‘Prevent Senior obrigou uso de remédios sem comprovação’

Advogada de um grupo de ex-médicos da operadora, Bruna Morato diz que empresa demitia quem descumprisse prescrição de medicamentos sem eficácia.

Em depoimento à Comissão Parlamentar de Inquérito (CPI) da Pandemia do Senado, nesta terça-feira, a advogada Bruna Morato, que representa um grupo de ex-médicos da Prevent Senior, afirmou que os profissionais não tinham autonomia para retirar medicamentos do kit Covid ou pedir exames para os pacientes. Segundo a advogada, a empresa punia com demissão quem descumprisse a orientação de prescrever o conjunto de medicamentos sem eficácia.

“Não existia autorização para fazer determinados exames. Se prescrevia hidroxicloroquina sem a realização do eletrocardiograma. Existia a dispensação de ivermectina, e o médico não tinha autonomia para retirar esse item. Os médicos eram orientados à prescrição do kit, que vinha num pacote fechado e lacrado. Quando o médico queria tirar algum item, ainda que ele riscasse (sic) na receita, o paciente recebia completo.
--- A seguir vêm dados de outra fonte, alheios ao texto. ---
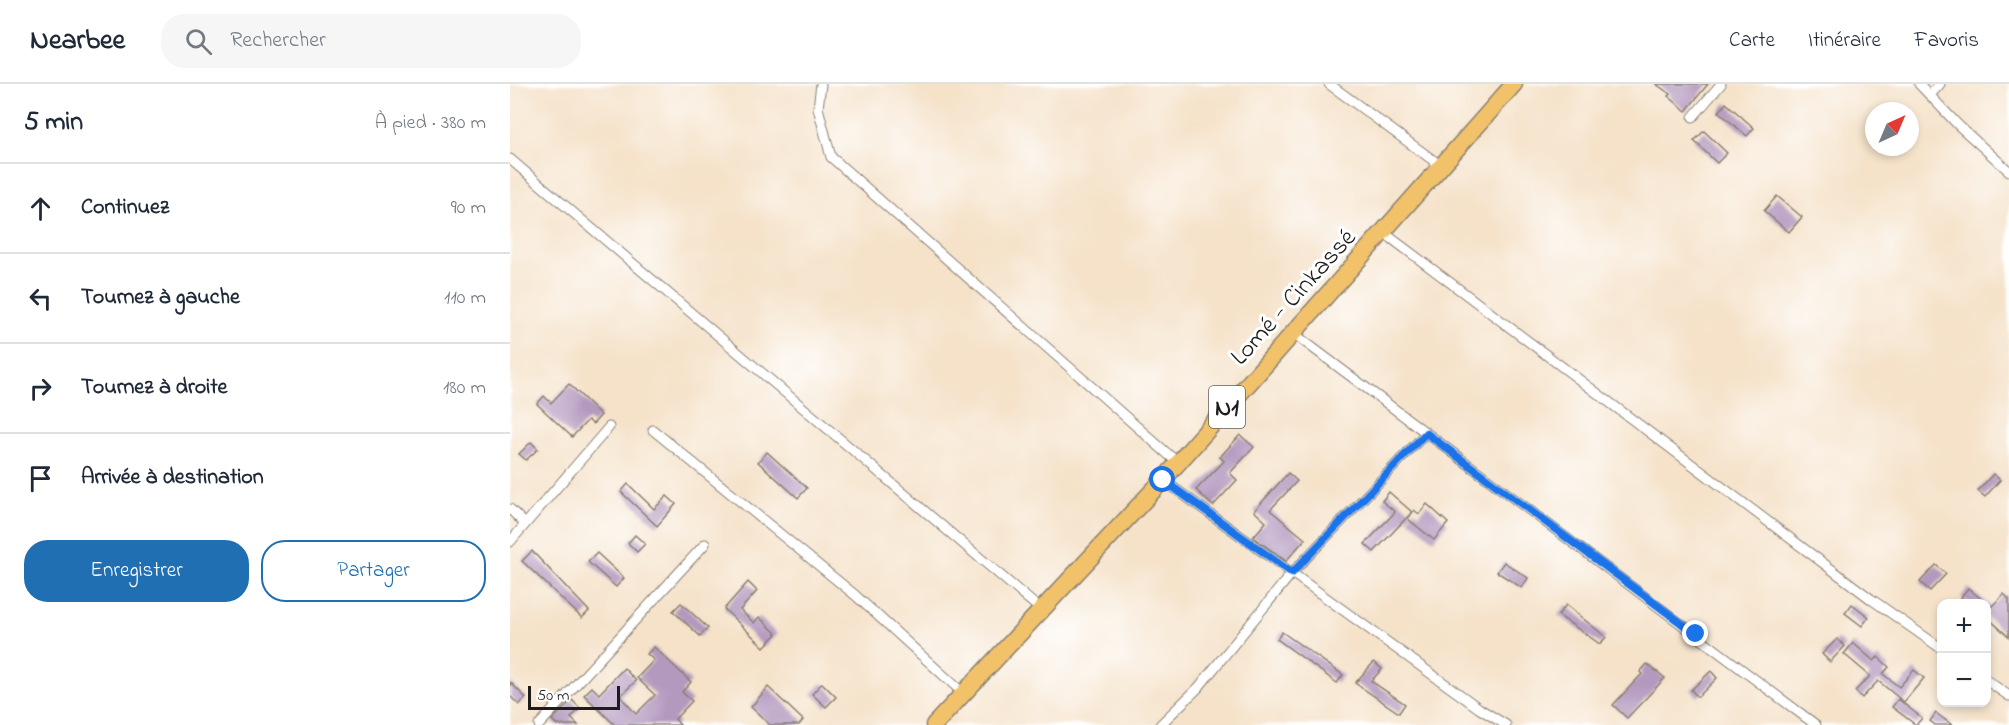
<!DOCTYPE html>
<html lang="fr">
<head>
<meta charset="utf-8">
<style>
  :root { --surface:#fff; --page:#f6f6f7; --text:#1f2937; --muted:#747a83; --line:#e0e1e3; --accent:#1f6fb2 }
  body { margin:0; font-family:"Indie Flower",sans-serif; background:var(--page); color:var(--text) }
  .controls { position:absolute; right:18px; bottom:18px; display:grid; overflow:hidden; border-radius:12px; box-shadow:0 3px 9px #0003 }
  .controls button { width:54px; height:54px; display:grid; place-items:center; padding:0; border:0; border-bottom:2px solid var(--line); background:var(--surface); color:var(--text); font:30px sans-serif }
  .compass { position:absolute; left:1355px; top:18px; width:54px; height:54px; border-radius:50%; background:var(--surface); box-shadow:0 3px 9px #0003; rotate:44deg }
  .scale { position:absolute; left:18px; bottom:15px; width:92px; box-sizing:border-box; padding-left:6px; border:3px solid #1c1c1c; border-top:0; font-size:16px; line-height:21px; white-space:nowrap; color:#1c1c1c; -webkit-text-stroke:4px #fff; paint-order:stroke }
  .stop { position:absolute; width:18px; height:18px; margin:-14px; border:4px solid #1a73e8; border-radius:50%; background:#fff }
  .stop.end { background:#1a73e8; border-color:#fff; box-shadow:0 2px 6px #0008 }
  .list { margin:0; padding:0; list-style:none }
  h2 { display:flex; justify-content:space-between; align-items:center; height:78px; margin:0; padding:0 24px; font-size:26px }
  h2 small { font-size:20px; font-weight:400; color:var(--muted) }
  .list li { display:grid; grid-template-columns:39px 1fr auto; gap:18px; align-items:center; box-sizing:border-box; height:90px; padding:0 24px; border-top:2px solid var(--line) }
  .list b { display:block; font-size:22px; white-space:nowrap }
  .list em { font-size:20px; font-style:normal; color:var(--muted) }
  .actions { display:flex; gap:12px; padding:18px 24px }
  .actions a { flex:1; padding:14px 0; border:2px solid var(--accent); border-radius:24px; text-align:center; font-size:21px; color:var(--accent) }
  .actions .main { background:var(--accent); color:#fff }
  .icon { flex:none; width:33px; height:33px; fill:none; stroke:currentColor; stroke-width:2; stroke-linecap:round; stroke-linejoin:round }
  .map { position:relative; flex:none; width:1499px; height:641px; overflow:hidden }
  header { display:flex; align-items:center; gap:36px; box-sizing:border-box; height:84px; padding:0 30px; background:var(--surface); border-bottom:2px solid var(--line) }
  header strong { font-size:28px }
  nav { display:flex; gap:33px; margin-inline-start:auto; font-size:21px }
  .search { width:420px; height:54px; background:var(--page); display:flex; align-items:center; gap:15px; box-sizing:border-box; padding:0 21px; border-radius:24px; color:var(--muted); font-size:22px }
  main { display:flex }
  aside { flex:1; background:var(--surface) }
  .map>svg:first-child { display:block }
  .building { fill:#b499bf }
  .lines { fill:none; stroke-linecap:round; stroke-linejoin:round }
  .street-casing { stroke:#887f72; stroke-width:11 }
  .highway-casing { stroke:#887f72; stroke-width:19 }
  .street { stroke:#fff; stroke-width:9 }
  .highway { stroke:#f2c26a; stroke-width:16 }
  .route { stroke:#1a73e8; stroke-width:8 }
  .labels { text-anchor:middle; stroke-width:6; stroke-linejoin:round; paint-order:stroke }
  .shield { fill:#fff; stroke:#606060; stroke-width:1.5 }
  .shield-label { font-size:24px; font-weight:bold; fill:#1c1c1c }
  .street-label { font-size:26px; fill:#1c1c1c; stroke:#fff }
</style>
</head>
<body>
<header>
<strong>Nearbee</strong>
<div class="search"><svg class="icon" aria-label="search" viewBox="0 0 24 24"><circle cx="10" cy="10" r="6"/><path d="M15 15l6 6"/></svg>Rechercher</div>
<nav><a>Carte</a><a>Itinéraire</a><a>Favoris</a></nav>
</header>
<main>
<aside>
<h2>5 min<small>À pied · 380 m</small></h2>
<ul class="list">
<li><svg class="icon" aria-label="ahead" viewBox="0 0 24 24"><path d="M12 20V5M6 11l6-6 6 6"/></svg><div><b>Continuez</b></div><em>90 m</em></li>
<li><svg class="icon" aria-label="left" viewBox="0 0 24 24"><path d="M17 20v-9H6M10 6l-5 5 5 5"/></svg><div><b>Tournez à gauche</b></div><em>110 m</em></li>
<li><svg class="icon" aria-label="right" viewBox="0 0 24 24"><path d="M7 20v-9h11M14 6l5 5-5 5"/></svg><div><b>Tournez à droite</b></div><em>180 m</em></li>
<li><svg class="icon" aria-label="arrive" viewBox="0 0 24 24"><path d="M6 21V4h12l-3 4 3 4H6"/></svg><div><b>Arrivée à destination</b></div></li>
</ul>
<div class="actions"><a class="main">Enregistrer</a><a>Partager</a></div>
</aside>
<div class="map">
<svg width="1499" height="641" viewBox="0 0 1499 641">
  <rect width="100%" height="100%" fill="#fff"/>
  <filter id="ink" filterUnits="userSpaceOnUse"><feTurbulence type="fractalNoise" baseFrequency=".0167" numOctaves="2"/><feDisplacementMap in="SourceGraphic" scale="12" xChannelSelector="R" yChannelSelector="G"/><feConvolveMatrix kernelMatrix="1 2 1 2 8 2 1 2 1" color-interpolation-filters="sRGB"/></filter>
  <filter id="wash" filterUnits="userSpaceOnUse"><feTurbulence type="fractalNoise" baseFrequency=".008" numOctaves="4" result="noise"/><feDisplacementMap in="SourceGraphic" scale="24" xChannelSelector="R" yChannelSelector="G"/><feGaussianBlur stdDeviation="1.35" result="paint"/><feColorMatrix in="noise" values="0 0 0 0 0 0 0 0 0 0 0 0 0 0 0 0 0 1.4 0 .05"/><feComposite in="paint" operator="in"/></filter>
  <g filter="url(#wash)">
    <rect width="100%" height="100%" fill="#f5e2c9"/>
    <g id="blocks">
      <g class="building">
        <path d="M1146,0H1198L1176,27L1158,12L1160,10Z"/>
        <path d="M1216,19L1244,44L1237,52L1209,28Z"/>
        <path d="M1194,47L1217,69L1207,79L1184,57Z"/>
        <path d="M1267,112L1292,133L1279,148L1254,127Z"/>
        <path d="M59,300L91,331L83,340L78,336L62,353L27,320L34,312L41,319Z"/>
        <path d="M730,351L744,363L720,389L727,396L703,422L686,406L714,377L710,373Z"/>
        <path d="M21,358L28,365L16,376L9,370Z"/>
        <path d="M257,368L297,404L288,414L248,378Z"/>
        <path d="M778,389L787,397L760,426L795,455L776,477L743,453L756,438L744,427Z"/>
        <path d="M1483,390L1490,396L1475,413L1468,407Z"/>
        <path d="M118,400L144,425L157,412L166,420L147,442L111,408Z"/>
        <path d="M879,408L902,428L864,468L855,460L885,428L872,417Z"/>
        <path d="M917,420L938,439L924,456L898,435L904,426L909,430Z"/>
        <path d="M125,451L135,460L127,468L118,459Z"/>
        <path d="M22,467L79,527L72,534L12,477Z"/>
        <path d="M87,469L114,494L106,503L78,478Z"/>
        <path d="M994,478L1018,494L1012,504L987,488Z"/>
        <path d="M1426,481L1436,490L1420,507L1410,498Z"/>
        <path d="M238,498L247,507L230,526L244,539L249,533L267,550L254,563L214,525Z"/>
        <path d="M1458,504L1481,523L1494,510L1499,515V553L1476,532V519H1459L1451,513Z"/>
        <path d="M171,519L198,544L190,552L163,527Z"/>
        <path d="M1342,520L1359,533L1352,542L1335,529Z"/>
        <path d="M1056,521L1096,553L1090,560L1048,531Z"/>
        <path d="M772,548L833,591L827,599L767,555Z"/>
        <path d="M1327,555L1335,562L1320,578L1312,570Z"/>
        <path d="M1343,559L1364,577L1368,573L1379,583L1373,590L1389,603L1404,586L1414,594L1394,618L1368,597L1352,614L1345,607L1360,592L1334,570Z"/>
        <path d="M144,563L181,598L172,608L182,617L165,635L170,641H105L74,611L82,603L89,610L114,584L126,597L110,612L126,630L145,611L127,594L144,576L137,570Z"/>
        <path d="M864,578L872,585L861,597L895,620L889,629L845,599Z"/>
        <path d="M1137,580L1155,594L1117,634L1103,621L1132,590L1130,588Z"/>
        <path d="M1201,587L1207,594L1188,613L1181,606Z"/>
        <path d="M0,598L16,614L9,621L0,612Z"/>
        <path d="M312,599L326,613L316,623L302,610Z"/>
        <path d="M258,603L293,636L289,641H260L241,623Z"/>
        <path d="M1388,615L1412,634L1406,641L1382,623Z"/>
        <path d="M62,616L70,624L61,634L68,641H47L42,636Z"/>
        <path d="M1426,629L1442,641H1425L1420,637Z"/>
      </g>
    </g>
  </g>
  <g filter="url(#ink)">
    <use href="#blocks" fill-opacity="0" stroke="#887f72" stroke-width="1.5"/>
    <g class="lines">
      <defs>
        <g id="street">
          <path d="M311,0L308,24L321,73L668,379"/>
          <path d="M819,0L931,82"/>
          <path d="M1409,0L1448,41L1499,87"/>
          <path d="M1420,11L1430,0"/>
          <path d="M1183,33L1211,0"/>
          <path d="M0,75L530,525"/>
          <path d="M873,148L1361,515L1432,565"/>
          <path d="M783,249L1306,641"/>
          <path d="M143,346L345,511L453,609"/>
          <path d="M653,396L970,625L996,641"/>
          <path d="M0,425L15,440"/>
          <path d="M0,458L99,343"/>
          <path d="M1476,596L1499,612"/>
          <path d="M29,641L195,460"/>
          <path d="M650,641L688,604L782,489L916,349"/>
        </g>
        <path id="highway" d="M424,641L653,396L1004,0"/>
      </defs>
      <use href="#street" class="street-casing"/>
      <use href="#highway" class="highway-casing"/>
      <use href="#street" class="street"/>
      <use href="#highway" class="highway"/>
    </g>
  </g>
  <g class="lines" filter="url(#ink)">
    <path class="route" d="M653,396L782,489L916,349L1186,550"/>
  </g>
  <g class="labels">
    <rect class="shield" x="699" y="302" width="36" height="42" rx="4.5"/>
    <g class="shield-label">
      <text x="717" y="331">N1</text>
    </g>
    <g class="street-label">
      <text transform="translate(782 212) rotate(-48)" y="9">Lomé - Cinkassé</text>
    </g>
  </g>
</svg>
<div class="controls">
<button>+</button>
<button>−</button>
</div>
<svg class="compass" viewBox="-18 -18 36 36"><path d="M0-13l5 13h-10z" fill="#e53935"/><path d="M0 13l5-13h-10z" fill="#747a83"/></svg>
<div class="scale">50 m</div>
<div class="stop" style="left:653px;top:396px"></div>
<div class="stop end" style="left:1186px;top:550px"></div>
</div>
</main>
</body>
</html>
A receita também já estava pronta”, denunciou Bruna Morato.

A advogada entrou no radar da comissão por representar um grupo de 12 ex-médicos da operadora de saúde e ter ajudado a elaborar dossiê reunindo supostas irregularidades cometidas pela empresa. Com base nesse documento, denúncias de realização de experimentos com pacientes sem autorização da Comissão Nacional de Ética em Pesquisa (Conep) e de alteração de dados de atestados de óbito de pacientes vítimas do novo coronavírus estão sob investigação.

A advogada afirmou que a Prevent Senior alterava a Classificação Internacional de Doenças (CID) no prontuário dos pacientes, retirando a menção à Covid-19, “para que houvesse uma falsa sensação de sucesso em relação ao tratamento preventivo”. Segundo a advogada, partiu da Diretoria Executiva da operadora a ordem para os médicos omitirem das declarações de óbito a Covid-19 como causa de morte. Todas as denúncias foram negadas pelo diretor da Prevent, Pedro Batista Júnior, que depôs na comissão na semana passada.

Sobre qual seria a relação da Prevent Senior com o Governo Federal e o gabinete paralelo, a advogada disse desconhecer relação direta entre eles.

“As informações que tenho são que eles [Prevent Senior] colaboraram de forma muito efetiva para a divulgação de informação sobre a eficácia do tratamento precoce”.

À CPI, Bruna Morato ressaltou que a maior parte dos clientes da operadora é idosa, o que torna a prescrição do kit Covid, cuja eficácia não tem embasamento científico, ainda mais perigosa.

“A Prevent Senior é um plano em que a faixa etária média é de 68 anos. Os pacientes que utilizavam esses kits já tinham muitas comorbidades associadas. O conjunto de medicamentos, apesar de ser ineficaz, se tornava potencialmente letal para aquela população”, avaliou a advogada.

Sobre um dos diretores da Prevent Senior, identificado como Felipe Cavalca, Morato disse que ele encaminhou mensagens em que orientava médicos do plano de saúde a não informar a pacientes e familiares sobre os riscos do tratamento com o kit Covid. Segundo a depoente, os usuários “foram ludibriados” para assinar termos de consentimento para a realização de estudos sobre os medicamentos ineficazes.

“O paciente idoso é extremamente vulnerável. Eles não sabiam que seriam feitos de cobaia. Eles sabiam que iriam receber medicamentos. Isso são coisas diferentes. Quando chegava para retirar o medicamento, era passada a seguinte informação: ‘Para retirar essa medicação, o senhor precisa assinar aqui’. Eles não tinham ciência de que esse ‘assina aqui’ era o termo de consentimento”, detalhou a depoente.

Questionada sobre os motivos que teriam levado a Prevent Senior a prescrever o chamado kit Covid, a advogada respondeu que a medida era uma estratégia para evitar a internação de pacientes nos hospitais da rede e, com isso, permitir a redução de custos. Questionada se procurou o jurídico da Prevent Senior para tratar a questão que era alvo de queixas de médicos, ela disse sim. A ideia, contou, era fazer um acordo que, segundo ela, nunca foi financeiro. A advogada afirmou que seus clientes pediram que a empresa tomasse três atitudes, mas não houve sucesso. Os pedidos eram que a Prevent Senior assumisse publicamente que o estudo sobre “tratamento precoce” foi inconclusivo, além de assumir o protocolo institucional da empresa, deixando claro que os profissionais não tinham autonomia. Os médicos também exigiam que a empresa fizesse um documento se responsabilizando a arcar com custos de possíveis processos vindos de famílias das vítimas.